#### EXERCISE DESCRIPTION
Strip out the pictures and output each remaining line of the data word for word.

··········

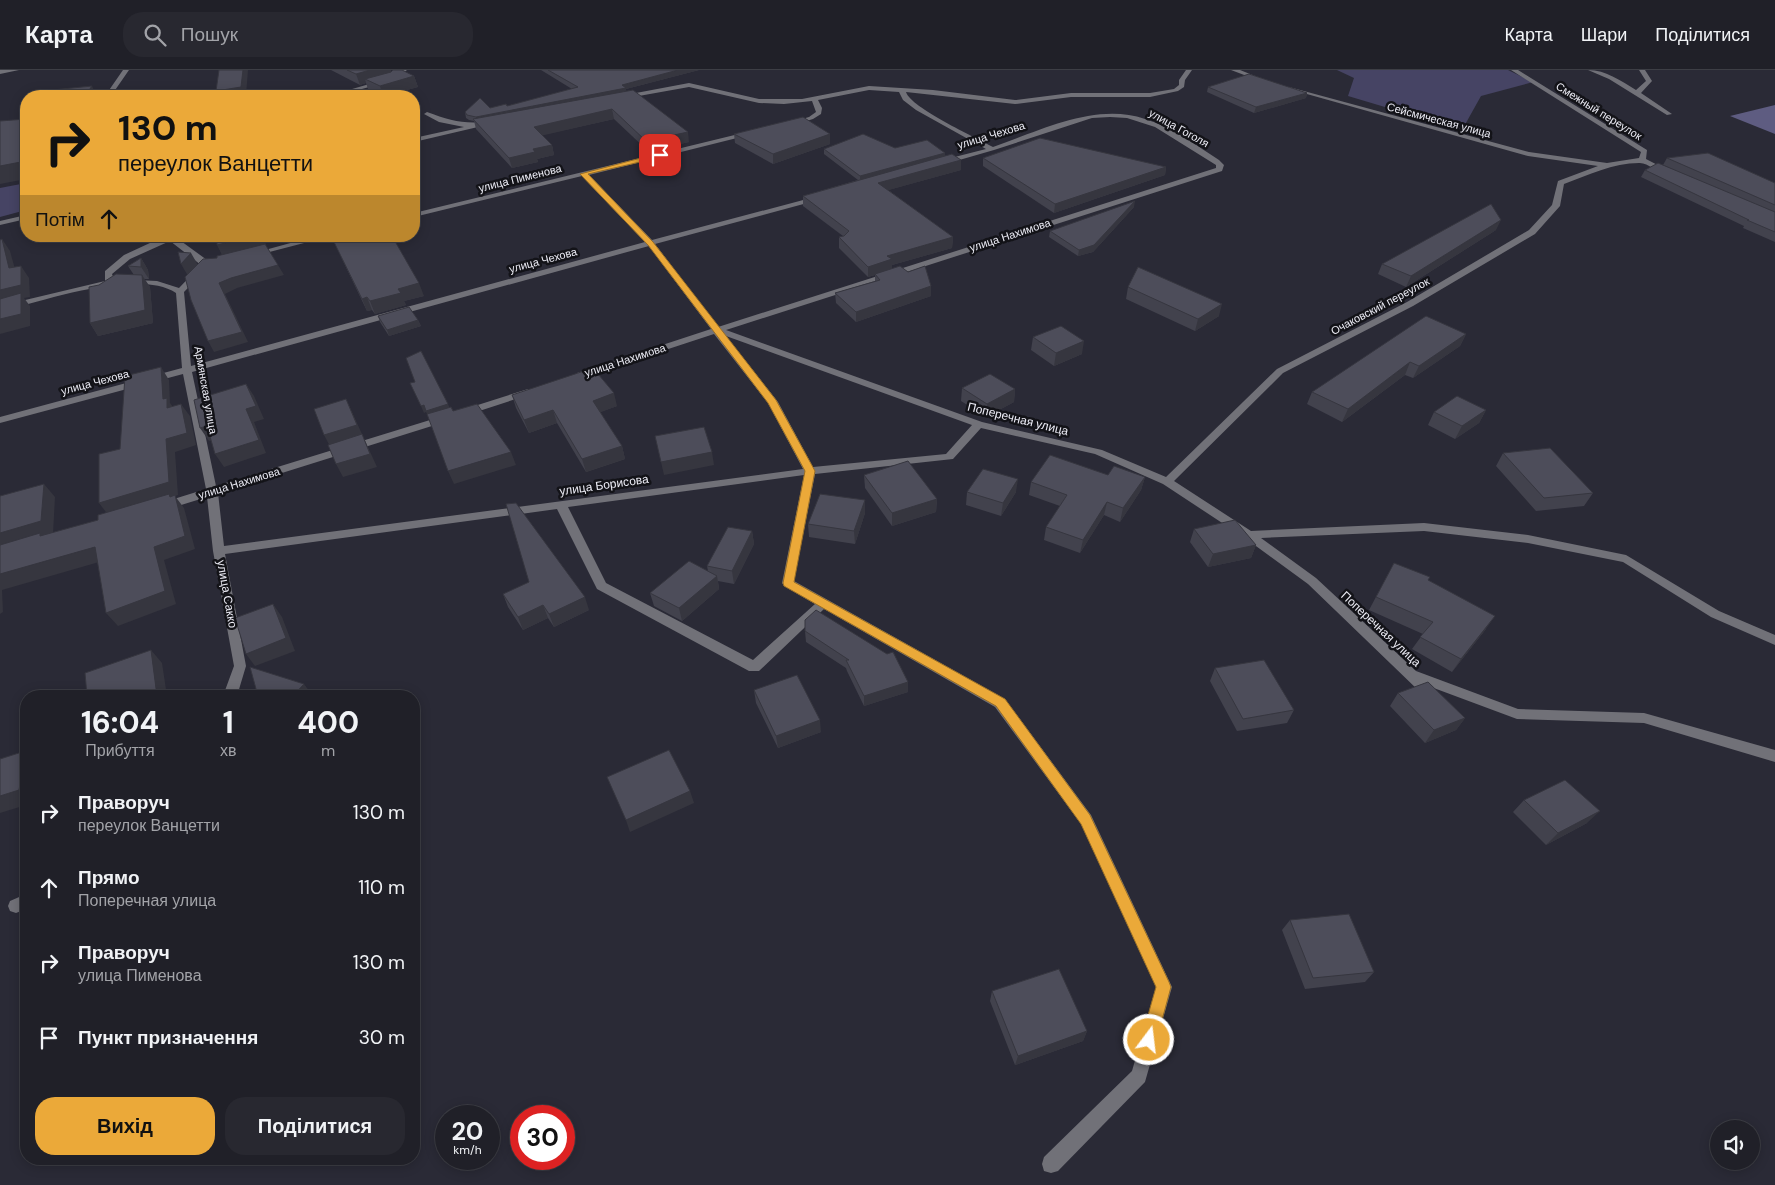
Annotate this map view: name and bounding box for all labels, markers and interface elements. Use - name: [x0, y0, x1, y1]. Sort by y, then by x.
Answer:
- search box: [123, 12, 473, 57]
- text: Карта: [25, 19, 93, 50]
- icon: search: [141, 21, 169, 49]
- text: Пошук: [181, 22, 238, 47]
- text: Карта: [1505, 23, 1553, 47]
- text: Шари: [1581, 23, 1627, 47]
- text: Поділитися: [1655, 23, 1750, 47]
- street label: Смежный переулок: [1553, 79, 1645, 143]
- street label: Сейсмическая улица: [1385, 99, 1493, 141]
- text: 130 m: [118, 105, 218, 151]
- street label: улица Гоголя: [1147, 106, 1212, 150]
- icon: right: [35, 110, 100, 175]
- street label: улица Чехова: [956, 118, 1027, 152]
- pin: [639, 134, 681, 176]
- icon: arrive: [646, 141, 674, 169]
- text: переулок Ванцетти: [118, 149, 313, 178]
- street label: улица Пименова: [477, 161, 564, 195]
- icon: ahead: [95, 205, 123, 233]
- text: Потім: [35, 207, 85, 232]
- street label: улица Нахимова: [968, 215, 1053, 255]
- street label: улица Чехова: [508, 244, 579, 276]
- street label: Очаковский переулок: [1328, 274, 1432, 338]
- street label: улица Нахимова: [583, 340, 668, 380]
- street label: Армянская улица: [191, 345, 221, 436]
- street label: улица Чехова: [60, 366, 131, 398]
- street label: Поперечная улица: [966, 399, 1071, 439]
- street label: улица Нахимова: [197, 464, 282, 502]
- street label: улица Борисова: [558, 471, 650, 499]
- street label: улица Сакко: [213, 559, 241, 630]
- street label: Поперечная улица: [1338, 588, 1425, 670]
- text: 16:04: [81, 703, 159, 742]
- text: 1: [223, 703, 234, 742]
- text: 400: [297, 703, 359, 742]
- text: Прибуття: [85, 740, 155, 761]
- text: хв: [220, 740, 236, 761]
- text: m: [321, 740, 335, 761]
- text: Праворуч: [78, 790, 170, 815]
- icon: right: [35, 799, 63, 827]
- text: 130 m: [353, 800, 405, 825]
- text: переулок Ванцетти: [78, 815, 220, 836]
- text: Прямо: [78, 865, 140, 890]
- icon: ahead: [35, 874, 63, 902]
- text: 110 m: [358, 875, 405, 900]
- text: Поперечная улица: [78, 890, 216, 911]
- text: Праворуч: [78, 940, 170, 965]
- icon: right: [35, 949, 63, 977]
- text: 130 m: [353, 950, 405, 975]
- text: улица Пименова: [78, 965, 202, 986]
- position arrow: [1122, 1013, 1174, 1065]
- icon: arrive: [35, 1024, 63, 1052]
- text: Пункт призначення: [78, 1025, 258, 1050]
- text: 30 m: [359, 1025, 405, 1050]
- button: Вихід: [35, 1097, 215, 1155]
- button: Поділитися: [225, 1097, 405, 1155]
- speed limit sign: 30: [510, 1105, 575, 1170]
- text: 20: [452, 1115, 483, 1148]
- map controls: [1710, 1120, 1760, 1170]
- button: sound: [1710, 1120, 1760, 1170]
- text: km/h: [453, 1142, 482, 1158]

··········

#### ANSWER TO THIS TASK
Annotate this map view: name and bounding box for all labels, markers and interface elements. Use - name: [x0, y0, x1, y1]. Sort by y, then by x.
Answer:
- search box: [123, 12, 473, 57]
- text: Карта: [25, 19, 93, 50]
- icon: search: [141, 21, 169, 49]
- text: Пошук: [181, 22, 238, 47]
- text: Карта: [1505, 23, 1553, 47]
- text: Шари: [1581, 23, 1627, 47]
- text: Поділитися: [1655, 23, 1750, 47]
- street label: Смежный переулок: [1553, 79, 1645, 143]
- street label: Сейсмическая улица: [1385, 99, 1493, 141]
- text: 130 m: [118, 105, 218, 151]
- street label: улица Гоголя: [1147, 106, 1212, 150]
- icon: right: [35, 110, 100, 175]
- street label: улица Чехова: [956, 118, 1027, 152]
- pin: [639, 134, 681, 176]
- icon: arrive: [646, 141, 674, 169]
- text: переулок Ванцетти: [118, 149, 313, 178]
- street label: улица Пименова: [477, 161, 564, 195]
- icon: ahead: [95, 205, 123, 233]
- text: Потім: [35, 207, 85, 232]
- street label: улица Нахимова: [968, 215, 1053, 255]
- street label: улица Чехова: [508, 244, 579, 276]
- street label: Очаковский переулок: [1328, 274, 1432, 338]
- street label: улица Нахимова: [583, 340, 668, 380]
- street label: Армянская улица: [191, 345, 221, 436]
- street label: улица Чехова: [60, 366, 131, 398]
- street label: Поперечная улица: [966, 399, 1071, 439]
- street label: улица Нахимова: [197, 464, 282, 502]
- street label: улица Борисова: [558, 471, 650, 499]
- street label: улица Сакко: [213, 559, 241, 630]
- street label: Поперечная улица: [1338, 588, 1425, 670]
- text: 16:04: [81, 703, 159, 742]
- text: 1: [223, 703, 234, 742]
- text: 400: [297, 703, 359, 742]
- text: Прибуття: [85, 740, 155, 761]
- text: хв: [220, 740, 236, 761]
- text: m: [321, 740, 335, 761]
- text: Праворуч: [78, 790, 170, 815]
- icon: right: [35, 799, 63, 827]
- text: 130 m: [353, 800, 405, 825]
- text: переулок Ванцетти: [78, 815, 220, 836]
- text: Прямо: [78, 865, 140, 890]
- icon: ahead: [35, 874, 63, 902]
- text: 110 m: [358, 875, 405, 900]
- text: Поперечная улица: [78, 890, 216, 911]
- text: Праворуч: [78, 940, 170, 965]
- icon: right: [35, 949, 63, 977]
- text: 130 m: [353, 950, 405, 975]
- text: улица Пименова: [78, 965, 202, 986]
- position arrow: [1122, 1013, 1174, 1065]
- icon: arrive: [35, 1024, 63, 1052]
- text: Пункт призначення: [78, 1025, 258, 1050]
- text: 30 m: [359, 1025, 405, 1050]
- button: Вихід: [35, 1097, 215, 1155]
- button: Поділитися: [225, 1097, 405, 1155]
- speed limit sign: 30: [510, 1105, 575, 1170]
- text: 20: [452, 1115, 483, 1148]
- map controls: [1710, 1120, 1760, 1170]
- button: sound: [1710, 1120, 1760, 1170]
- text: km/h: [453, 1142, 482, 1158]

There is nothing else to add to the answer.